Nous avions délibérément franchi le seuil de la propriété : aucune erreur d’orientation ne conduit à l’enceinte d’un palais. Profonde allée déserte, bordée de platanes aux troncs de baobabs dont pas une guerre n’avait eu raison. C’était encore Kaboul. Cela n’y ressemblait plus. À la tombée du jour, les oiseaux s’égaillaient et je songeais à la perruche verte, bec rouge acéré, qui depuis quelques heures avait placé son entière confiance dans mon bout de jardin pour y promener ses déhanchements de bête idiote ne sachant pas voler. Déjà je m’égarai. Je rentrai au palais. La main de Nathan serrait la mienne : ce serait son dernier geste, sa dernière preuve d’amour. Je ne pensais qu’à cela. Où était le palais ?

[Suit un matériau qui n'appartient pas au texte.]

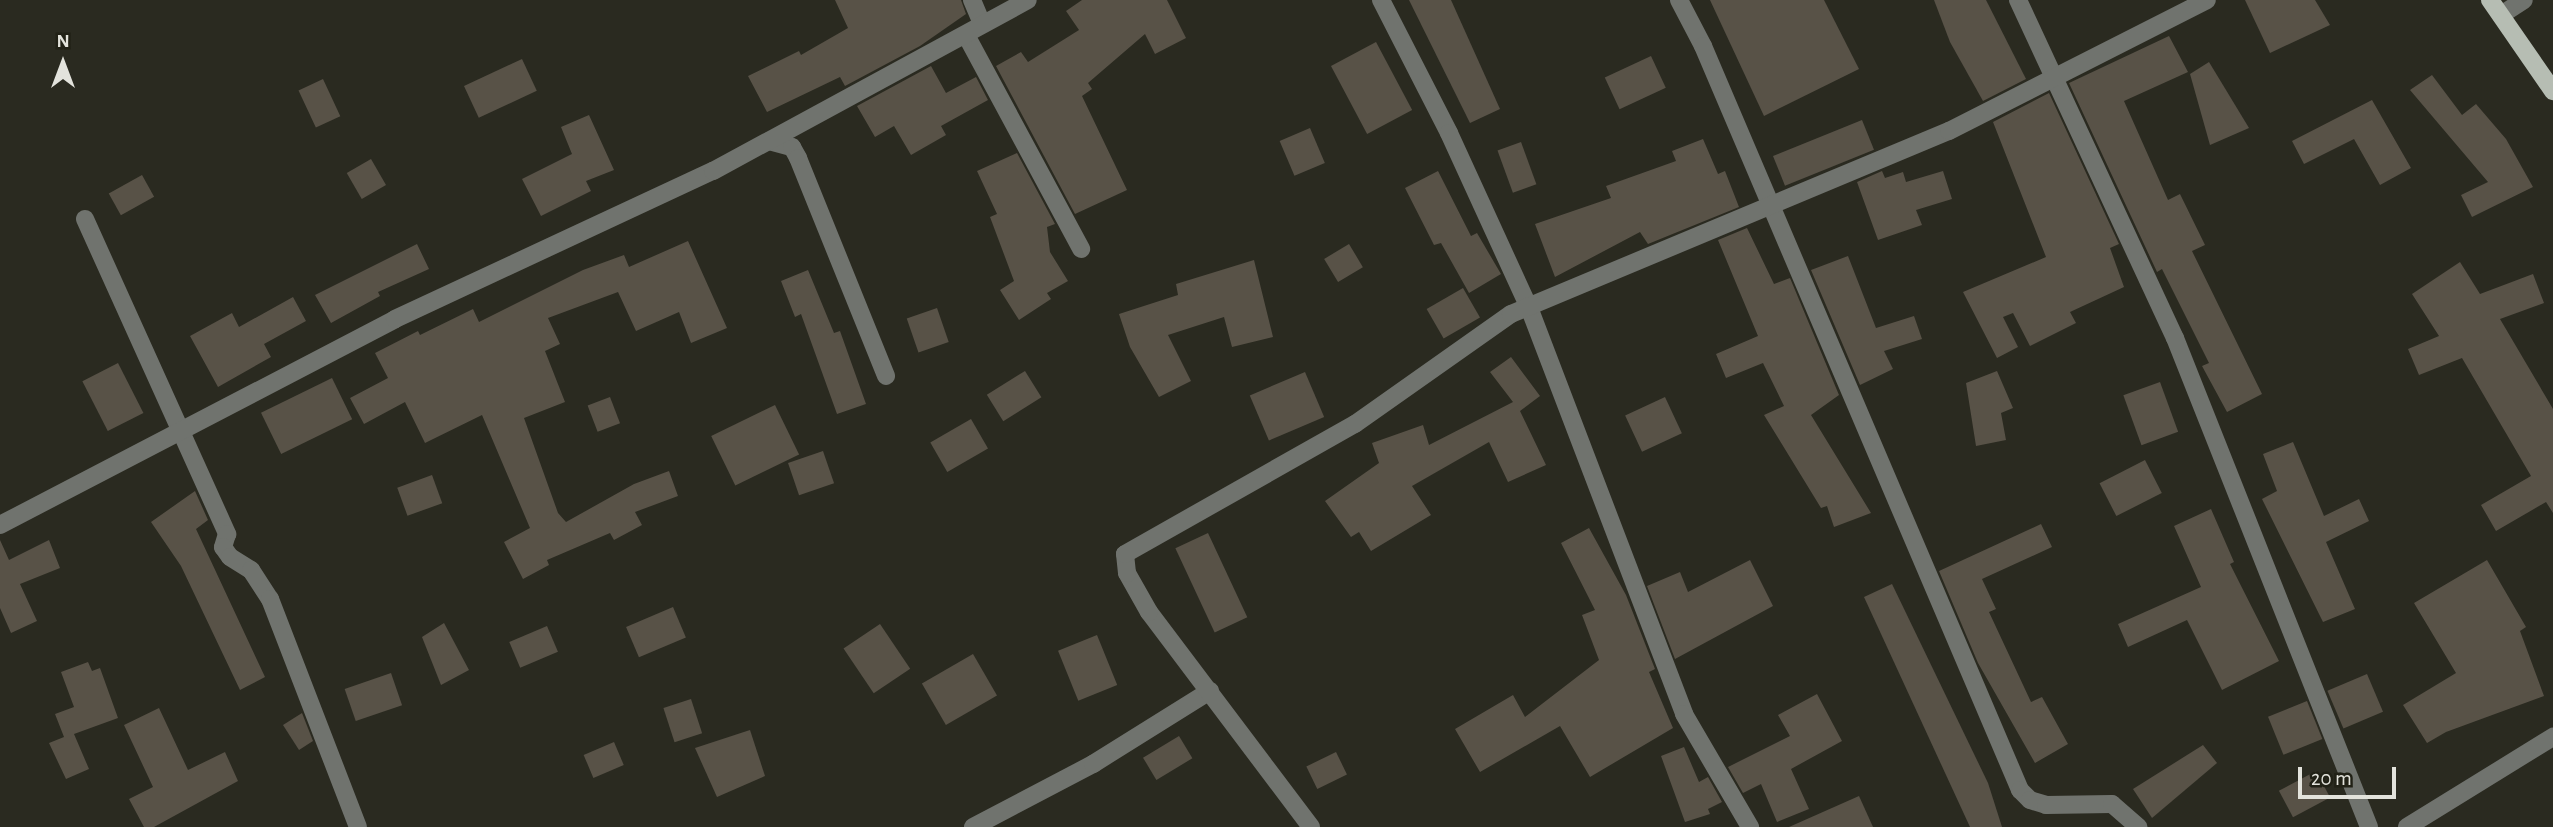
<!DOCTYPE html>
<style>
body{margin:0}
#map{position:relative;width:2553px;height:827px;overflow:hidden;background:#2a2a20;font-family:"Alegreya Sans",sans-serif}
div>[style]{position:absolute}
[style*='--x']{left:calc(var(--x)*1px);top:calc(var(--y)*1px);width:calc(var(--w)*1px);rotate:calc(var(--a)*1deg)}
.building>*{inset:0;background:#585247;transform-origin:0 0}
.minor>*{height:18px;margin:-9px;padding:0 9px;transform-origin:9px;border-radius:9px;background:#70736e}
.major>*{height:18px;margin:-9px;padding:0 9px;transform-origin:9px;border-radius:9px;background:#b6bdb3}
span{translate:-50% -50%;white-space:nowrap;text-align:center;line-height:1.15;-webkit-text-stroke:6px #212116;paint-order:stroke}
.north{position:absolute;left:28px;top:28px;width:70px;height:70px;-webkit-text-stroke:5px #212116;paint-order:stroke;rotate:0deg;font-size:19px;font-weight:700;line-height:28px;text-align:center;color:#e3e3dc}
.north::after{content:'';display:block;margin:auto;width:24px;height:32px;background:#e3e3dc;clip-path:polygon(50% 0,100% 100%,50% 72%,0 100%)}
.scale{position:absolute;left:2298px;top:767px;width:98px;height:32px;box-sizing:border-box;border:4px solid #e3e3dc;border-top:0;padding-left:9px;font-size:21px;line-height:24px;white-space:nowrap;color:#e3e3dc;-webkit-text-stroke:5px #212116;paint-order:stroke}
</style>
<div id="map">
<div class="building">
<i style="clip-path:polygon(835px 0,961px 0,966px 14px,920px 46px,845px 86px,840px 77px,767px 112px,748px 76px,799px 51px,801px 55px,848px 28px)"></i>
<i style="clip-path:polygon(1082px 0,1167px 0,1186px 38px,1155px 54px,1145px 34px,1088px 83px,1092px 89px,1082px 96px,1127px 190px,1075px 214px,996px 66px,1021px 52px,1028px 62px,1079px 30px,1066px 11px)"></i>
<i style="clip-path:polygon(1409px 0,1451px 0,1500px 109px,1470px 123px)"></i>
<i style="clip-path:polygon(1710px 0,1824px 0,1859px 69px,1764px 116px)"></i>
<i style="clip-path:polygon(1934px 0,1986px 0,2026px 79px,1983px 101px,1950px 42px)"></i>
<i style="clip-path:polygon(2245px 0,2315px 0,2330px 25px,2270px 53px)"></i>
<i style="clip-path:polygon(2169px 36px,2188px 72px,2124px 101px,2168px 200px,2180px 194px,2205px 245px,2192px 251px,2262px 394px,2227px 412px,2202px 366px,2209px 363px,2162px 269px,2157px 272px,2069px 83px)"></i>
<i style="left:1376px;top:42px;width:77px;height:51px;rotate:62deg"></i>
<i style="left:1651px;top:56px;width:35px;height:51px;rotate:65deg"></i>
<i style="left:522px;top:59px;width:35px;height:64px;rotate:65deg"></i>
<i style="clip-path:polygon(2209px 62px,2249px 128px,2210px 145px,2190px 74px)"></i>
<i style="clip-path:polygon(931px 66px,946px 93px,976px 77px,988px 100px,941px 126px,946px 135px,911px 155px,894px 126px,875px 137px,857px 106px)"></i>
<i style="clip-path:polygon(2432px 75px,2462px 115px,2476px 104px,2506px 139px,2533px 187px,2472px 217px,2461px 195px,2488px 182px,2410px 90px)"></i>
<i style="left:323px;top:79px;width:41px;height:27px;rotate:65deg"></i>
<i style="clip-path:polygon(2049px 93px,2119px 244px,2110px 248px,2124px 287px,2070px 312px,2076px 323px,2030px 346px,2013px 313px,2003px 317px,2018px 347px,1997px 358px,1963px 292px,2046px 257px,1993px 122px)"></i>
<i style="clip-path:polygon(2372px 100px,2411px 168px,2380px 185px,2354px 139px,2304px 164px,2292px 141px)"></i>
<i style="clip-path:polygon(589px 115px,614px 170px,586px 181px,591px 191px,541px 216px,522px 179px,572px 154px,561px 127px)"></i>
<i style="left:1862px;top:120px;width:32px;height:96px;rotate:68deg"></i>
<i style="left:1310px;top:128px;width:38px;height:33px;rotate:67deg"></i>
<i style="clip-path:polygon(1703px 139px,1718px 174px,1725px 171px,1739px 207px,1648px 244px,1640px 232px,1555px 277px,1535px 224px,1611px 198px,1606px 186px,1676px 161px,1672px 151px)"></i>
<i style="left:1521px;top:142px;width:45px;height:25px;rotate:70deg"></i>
<i style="clip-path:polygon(1017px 153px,1055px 224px,1047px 227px,1050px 252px,1068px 281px,1047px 293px,1051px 299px,1019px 320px,1000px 290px,1014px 281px,990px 217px,997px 214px,977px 171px)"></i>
<i style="left:371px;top:159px;width:30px;height:28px;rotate:60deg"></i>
<i style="clip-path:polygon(1438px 171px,1471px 236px,1477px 233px,1501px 274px,1469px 293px,1441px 243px,1434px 245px,1405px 188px)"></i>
<i style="clip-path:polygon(1882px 171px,1885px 178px,1903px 172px,1906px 182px,1943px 171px,1952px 199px,1916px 210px,1922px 225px,1878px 240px,1857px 182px)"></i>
<i style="left:142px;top:175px;width:25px;height:38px;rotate:61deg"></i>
<i style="clip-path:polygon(1747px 228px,1774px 284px,1790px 278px,1839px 395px,1811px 415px,1871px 513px,1834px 527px,1827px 506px,1821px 508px,1764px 415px,1784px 406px,1763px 363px,1726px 378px,1716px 354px,1758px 336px,1718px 240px)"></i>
<i style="clip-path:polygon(688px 241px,727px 328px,691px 343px,679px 312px,636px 331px,618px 292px,548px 318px,560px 344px,545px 351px,565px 402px,524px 418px,558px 513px,566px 522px,634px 484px,669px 471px,678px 496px,635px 512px,642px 525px,614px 540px,610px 533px,547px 560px,549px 565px,523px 579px,504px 542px,530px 528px,482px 415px,425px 443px,405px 402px,364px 424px,350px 398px,388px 378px,375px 353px,418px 331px,420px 335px,473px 309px,479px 322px,583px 270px,624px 255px,629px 267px)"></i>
<i style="clip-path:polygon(417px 244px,429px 269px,378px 292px,380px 296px,331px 323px,315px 295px)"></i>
<i style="left:1349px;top:244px;width:27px;height:29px;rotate:59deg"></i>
<i style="clip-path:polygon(1848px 256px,1876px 328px,1914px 316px,1922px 339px,1884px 351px,1893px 369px,1860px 385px,1811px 270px)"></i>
<i style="clip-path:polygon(1254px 260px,1273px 337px,1232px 347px,1224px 317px,1168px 335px,1191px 381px,1159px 397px,1130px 347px,1119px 314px,1178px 295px,1176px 284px)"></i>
<i style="clip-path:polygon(2460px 262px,2480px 294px,2533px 274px,2544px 303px,2500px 319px,2553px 409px,2553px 513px,2546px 502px,2496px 531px,2481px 505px,2531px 476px,2462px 358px,2419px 375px,2408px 349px,2439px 336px,2412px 294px)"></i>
<i style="clip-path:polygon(808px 270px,834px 333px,840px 331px,866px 404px,837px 414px,801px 314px,795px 317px,781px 281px)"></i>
<i style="left:1463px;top:288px;width:34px;height:42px;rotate:60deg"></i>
<i style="clip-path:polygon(293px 297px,306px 321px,264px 344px,271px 357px,218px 387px,190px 336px,232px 313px,239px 327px)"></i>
<i style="left:937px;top:308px;width:36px;height:32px;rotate:71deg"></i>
<i style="clip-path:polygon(1511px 357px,1540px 396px,1520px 411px,1546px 465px,1508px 482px,1489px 442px,1412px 486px,1431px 515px,1371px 551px,1359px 532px,1351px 537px,1325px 501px,1379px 463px,1372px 443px,1423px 425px,1429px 445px,1513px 402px,1490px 372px)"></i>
<i style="left:118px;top:363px;width:56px;height:40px;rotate:63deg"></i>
<i style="left:1025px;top:371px;width:31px;height:45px;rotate:58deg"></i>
<i style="clip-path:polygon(1997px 371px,2013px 408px,2001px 413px,2006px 440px,1976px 446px,1966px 383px)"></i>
<i style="left:1305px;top:372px;width:49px;height:60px;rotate:67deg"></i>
<i style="left:332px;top:378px;width:46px;height:79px;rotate:64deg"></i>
<i style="left:2160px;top:382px;width:53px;height:39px;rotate:70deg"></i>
<i style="left:610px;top:397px;width:28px;height:24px;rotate:69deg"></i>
<i style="left:1665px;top:397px;width:40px;height:44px;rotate:65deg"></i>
<i style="left:775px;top:405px;width:55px;height:71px;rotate:64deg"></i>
<i style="left:971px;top:419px;width:34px;height:47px;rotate:60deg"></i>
<i style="clip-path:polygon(2293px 442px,2324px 516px,2359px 499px,2369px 521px,2326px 542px,2355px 609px,2323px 622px,2262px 499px,2277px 491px,2263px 454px)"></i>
<i style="left:823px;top:451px;width:34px;height:37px;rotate:71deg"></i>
<i style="left:2145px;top:460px;width:37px;height:51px;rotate:63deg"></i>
<i style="left:432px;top:475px;width:30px;height:37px;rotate:70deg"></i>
<i style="clip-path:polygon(195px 491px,208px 520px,196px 529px,265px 677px,240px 690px,181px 566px,151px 522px)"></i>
<i style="clip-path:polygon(2211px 509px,2234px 562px,2230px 564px,2279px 661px,2222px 690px,2187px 620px,2128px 647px,2118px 624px,2201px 587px,2174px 526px)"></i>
<i style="clip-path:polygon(2041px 524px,2052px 547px,1982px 579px,1996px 609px,1989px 612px,2031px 702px,2042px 697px,2068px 744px,2035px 763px,1978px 663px,1939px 571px)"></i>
<i style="clip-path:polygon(1589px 528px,1626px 595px,1655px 669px,1649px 672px,1673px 728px,1590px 777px,1560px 726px,1480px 772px,1455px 729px,1513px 695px,1525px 717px,1599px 660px,1582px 615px,1595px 610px,1561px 543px)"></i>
<i style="left:1208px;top:533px;width:93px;height:36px;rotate:65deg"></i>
<i style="clip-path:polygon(0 540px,9px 560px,49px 540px,60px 568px,20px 584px,37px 621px,11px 633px,0 608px)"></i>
<i style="clip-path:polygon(1750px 560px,1773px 606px,1675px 659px,1647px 586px,1680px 572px,1688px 592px)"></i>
<i style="clip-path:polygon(2487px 560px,2526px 627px,2520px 631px,2544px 696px,2446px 732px,2427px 743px,2403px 705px,2456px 673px,2414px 603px)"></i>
<i style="clip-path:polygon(1892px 584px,1988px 783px,2002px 827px,1970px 827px,1864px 597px)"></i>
<i style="left:673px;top:607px;width:33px;height:51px;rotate:67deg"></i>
<i style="clip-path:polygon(444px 623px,469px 670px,441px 685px,422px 637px)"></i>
<i style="left:880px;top:624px;width:54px;height:44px;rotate:56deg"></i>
<i style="left:547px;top:626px;width:28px;height:41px;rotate:67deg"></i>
<i style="left:1097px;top:635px;width:54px;height:42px;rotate:68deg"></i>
<i style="left:973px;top:654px;width:48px;height:59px;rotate:60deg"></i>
<i style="clip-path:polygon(88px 662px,92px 671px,100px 668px,118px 718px,74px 734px,89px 769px,66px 779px,49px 743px,64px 737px,55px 714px,74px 707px,61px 672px)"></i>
<i style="left:391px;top:673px;width:34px;height:49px;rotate:71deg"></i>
<i style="left:2367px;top:674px;width:41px;height:43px;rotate:67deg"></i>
<i style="clip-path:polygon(1817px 694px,1842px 741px,1791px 769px,1809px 809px,1777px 822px,1761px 784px,1743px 793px,1728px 767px,1790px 736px,1778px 715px)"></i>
<i style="left:691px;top:699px;width:36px;height:29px;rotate:72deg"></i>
<i style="left:2307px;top:701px;width:41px;height:42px;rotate:68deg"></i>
<i style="clip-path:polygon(159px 708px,188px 770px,225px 752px,238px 781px,154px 827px,144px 827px,129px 799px,153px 787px,124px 725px)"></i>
<i style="clip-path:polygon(302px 713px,313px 741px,299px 750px,283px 725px)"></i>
<i style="clip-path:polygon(750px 730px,765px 776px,717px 797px,695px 748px)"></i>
<i style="left:1179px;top:736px;width:26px;height:42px;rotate:59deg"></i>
<i style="left:614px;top:742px;width:25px;height:33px;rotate:67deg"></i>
<i style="clip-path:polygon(2203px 745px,2217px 763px,2152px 818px,2133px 789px)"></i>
<i style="clip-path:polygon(1684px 747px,1699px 782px,1708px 777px,1722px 802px,1708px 809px,1710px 814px,1685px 822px,1661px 756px)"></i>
<i style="left:1336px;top:752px;width:25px;height:33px;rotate:64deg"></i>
<i style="left:2316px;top:771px;width:30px;height:42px;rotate:62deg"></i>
<i style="clip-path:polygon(1859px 796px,1873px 827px,1789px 827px)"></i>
</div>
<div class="minor">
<i style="--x:972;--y:0;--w:26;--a:67"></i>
<i style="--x:1381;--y:0;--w:149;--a:62.9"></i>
<i style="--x:1449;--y:133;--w:195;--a:65.4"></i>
<i style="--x:1530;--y:310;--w:432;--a:69.1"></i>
<i style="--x:1684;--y:714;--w:131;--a:59.7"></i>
<i style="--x:1679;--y:0;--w:52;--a:62.4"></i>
<i style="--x:1703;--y:46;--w:809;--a:66.92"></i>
<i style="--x:2020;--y:790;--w:14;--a:45"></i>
<i style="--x:2030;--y:800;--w:17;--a:17"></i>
<i style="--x:2046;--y:805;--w:66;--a:-0.9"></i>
<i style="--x:2112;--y:804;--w:35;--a:41"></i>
<i style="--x:2018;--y:0;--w:373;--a:65.1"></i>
<i style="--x:2175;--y:338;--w:526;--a:68.36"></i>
<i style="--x:2501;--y:15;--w:27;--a:-33"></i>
<i style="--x:966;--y:35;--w:243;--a:61.7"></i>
<i style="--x:769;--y:141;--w:24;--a:15"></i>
<i style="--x:792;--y:147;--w:13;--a:61"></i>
<i style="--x:798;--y:158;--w:235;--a:68"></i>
<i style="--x:85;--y:219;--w:346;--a:65.7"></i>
<i style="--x:227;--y:534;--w:14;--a:107"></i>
<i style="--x:223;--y:547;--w:12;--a:55"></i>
<i style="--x:230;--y:557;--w:25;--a:32"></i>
<i style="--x:251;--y:570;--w:35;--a:57"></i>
<i style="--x:270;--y:599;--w:244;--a:68.9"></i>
<i style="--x:0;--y:525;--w:445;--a:-27.5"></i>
<i style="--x:395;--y:319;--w:351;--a:-25"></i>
<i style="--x:713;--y:171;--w:358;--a:-28.5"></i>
<i style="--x:973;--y:827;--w:136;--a:-27.7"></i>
<i style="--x:1093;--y:764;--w:138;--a:-32"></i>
<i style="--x:1311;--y:827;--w:269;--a:-127"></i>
<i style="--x:1149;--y:612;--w:45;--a:-119.4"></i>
<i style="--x:1127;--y:573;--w:19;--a:-96"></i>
<i style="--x:1125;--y:554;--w:264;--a:-29.5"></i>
<i style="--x:1355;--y:424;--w:191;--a:-35.2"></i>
<i style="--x:1511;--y:314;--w:475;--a:-22.7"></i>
<i style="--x:1949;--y:131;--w:289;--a:-26.9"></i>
<i style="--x:2407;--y:827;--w:172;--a:-31.7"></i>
</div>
<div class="major">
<i style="--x:2490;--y:0;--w:111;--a:55.3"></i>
</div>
<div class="north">N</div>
<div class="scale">20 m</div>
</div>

Marquée par un haut portique de pierres sombres, l’entrée avait quelque chose de trop large au regard des ruelles afghanes, un air de Novgorod et un gris de Paris. Où était le palais ? Une dizaine d’enragés, kalachnikov au cou et diverses pétoires ficelées à la cuisse, persistaient à chausser des lunettes noires sous la pluie. Derrière les fronts étroits de cette milice en béret, restait-il de la place pour un soupçon de pensée quand la mienne se trouvait réduite à la contemplation d’un film qui se jouait sans moi ? Bientôt nous fûmes garés dans la cour du palais. Plus de doute possible. Mais pourquoi donc, au fait ? Nathan me regardait, mais j’étais incapable de lui rendre ne fût-ce qu’un sourire. Mon coeur était glacé d’une peur sans tremblement. Étrange indifférence à l’égard d’une merveille, pas le moindre embryon de fausse timidité. Nous allions voir le roi, voilà, je m’en souvenais. (...)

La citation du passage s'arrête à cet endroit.